If anything, suburban Chicago's landmark Thoroughbred track inched closer to permanent closure Friday, because Churchill Downs, Inc. (CDI), the gaming corporation that owns the up-for-sale landmark, failed to file even a placeholder application to race next year that could have been transferred to a buyer willing to keep the sport afloat.
Nor did CDI ask the Illinois Racing Board for race dates at any other location in the state, which corporate officials had hinted at doing as far back as a year ago.
If granted, such an application to race elsewhere could have given Illinois horsemen another venue at which to race while CDI reaped entitlements related to live racing licensure, like off-track-betting and advance-deposit wagering.
CDI had sparked a glimmer of hope within the racing community earlier this month when it was revealed that the gaming corporation had requested a 2022 dates application from the IRB.
But requesting a blank application never meant a track owner had to actually fill it out with requested dates and file it.
CDI continues to pursue what company officials believe are bigger-picture casino endeavors at two lucrative locations where CDI wants to expand its gaming footprint in and near Chicago.
Arlington and any associated gaming endevaors there by another operator would be viewed as a competitive threat to CDI's casino ventures, and CDI officials disclosed earlier this year that the corporation's preference is to sell the valuable 326-acre parcel to a dveloper who won't keep the property as a rcetrack, which it has been since 1927.
Hawthorne Race Course, the Chicago area's lone remaining Thoroughbred venue, also runs Standardbred meets, so tranferring all of the Thoroughbred dates to Hawthorne's work-in-progress racino is not currently workable.

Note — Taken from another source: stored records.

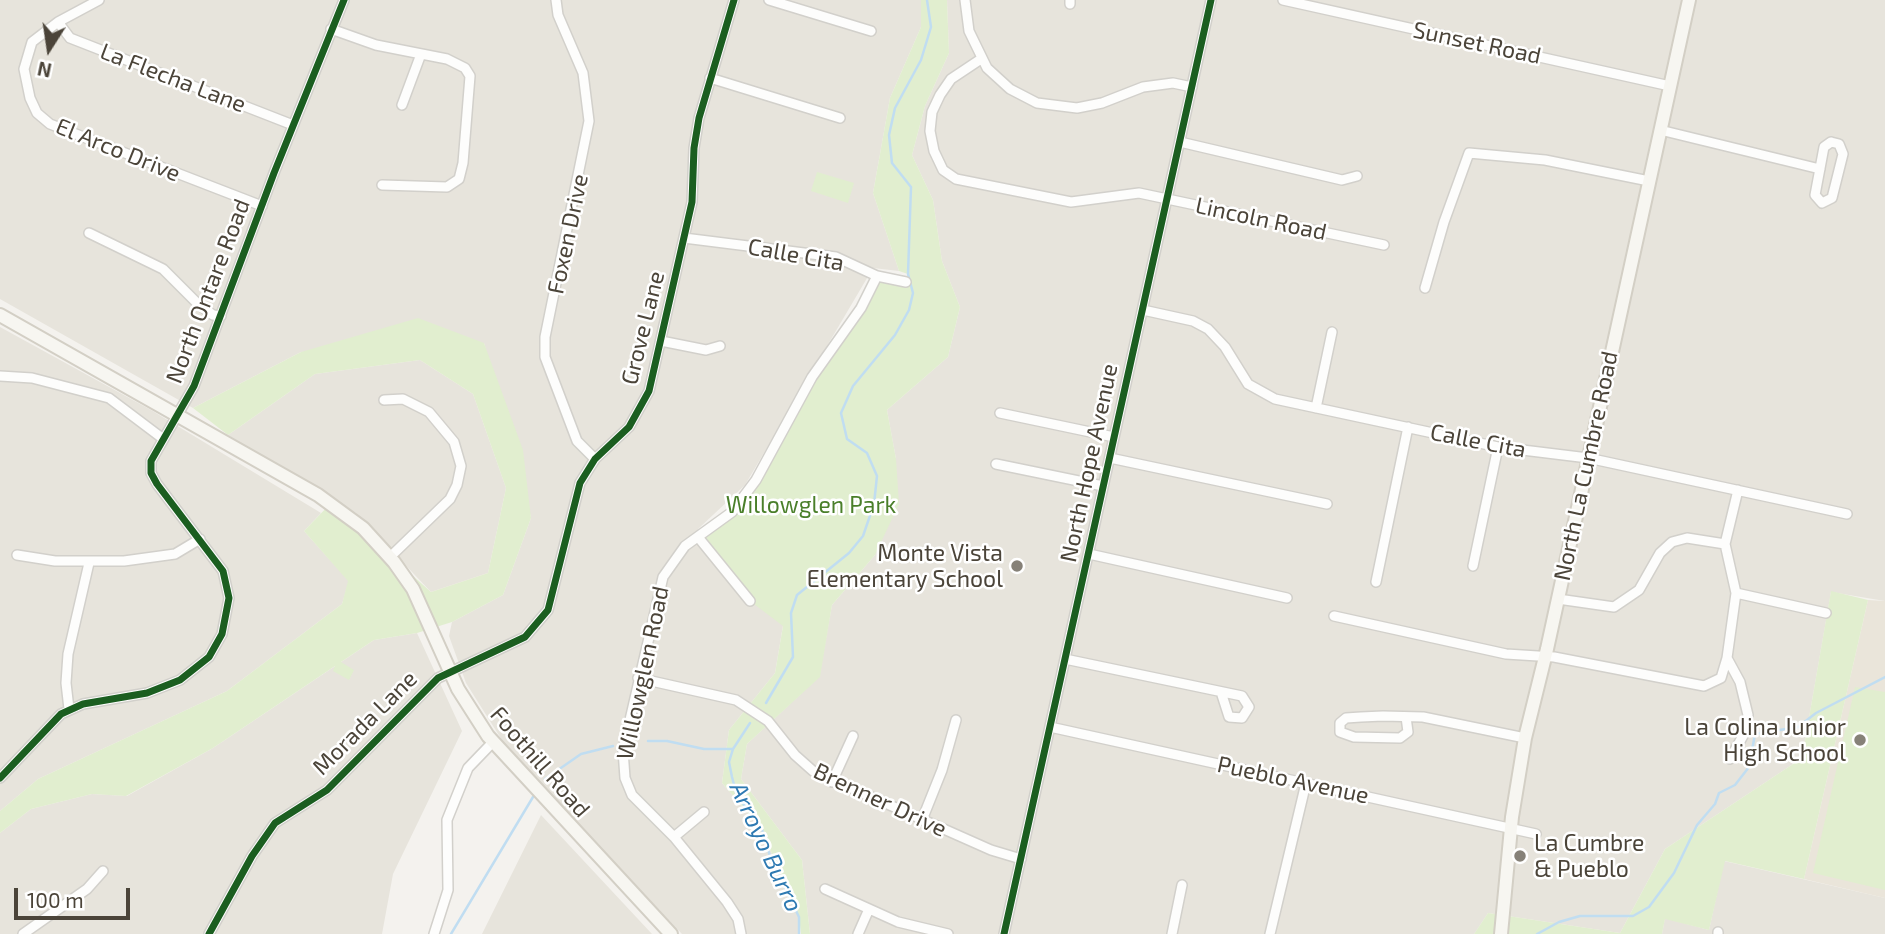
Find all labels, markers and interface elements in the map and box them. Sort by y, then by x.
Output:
north arrow [14,14,84,84]
street label: Sunset Road [1410,16,1544,70]
street label: La Flecha Lane [96,38,250,118]
text: N [35,57,54,83]
street label: El Arco Drive [52,112,184,188]
street label: Foxen Drive [542,171,594,297]
street label: Lincoln Road [1193,192,1329,246]
street label: North Ontare Road [160,195,256,387]
street label: Calle Cita [746,233,846,277]
street label: Grove Lane [616,268,670,388]
street label: North La Cumbre Road [1548,349,1624,583]
street label: North Hope Avenue [1054,361,1124,565]
street label: Calle Cita [1428,418,1528,464]
park label: Willowglen Park [726,491,896,519]
place label: Monte Vista Elementary School [807,539,1003,593]
marker: Monte Vista Elementary School [1009,558,1025,574]
street label: Willowglen Road [611,584,675,762]
street label: Morada Lane [307,665,423,781]
street label: Foothill Road [484,701,596,823]
place label: La Colina Junior High School [1684,713,1846,767]
marker: La Colina Junior High School [1852,732,1868,748]
street label: Pueblo Avenue [1215,750,1371,810]
street label: Brenner Drive [809,757,951,843]
water label: Arroyo Burro [723,778,809,916]
place label: La Cumbre & Pueblo [1534,829,1644,883]
marker: La Cumbre & Pueblo [1512,848,1528,864]
scale bar [18,874,133,918]
text: 100 m [27,887,84,912]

Pretty much as expected, Hawthorne's management filed blanket Jan 1-Dec. 31 applications for both breeds, with the understanding that the details will be worked out later, largely contingent on what happens with the Arlington sale
CDI's sale process which is believed to have finished its bidding period with four known offers. Only one of them proposes keeping the track operational for racing.
A likely scenario for 2022 could call for Hawthorne to essentially flip its exisitng schedule of running Thoroughbreds in the spring and fall, instead picking up the warmer weather dates Arlington used to have while switching harness racing to the autumn through spring months.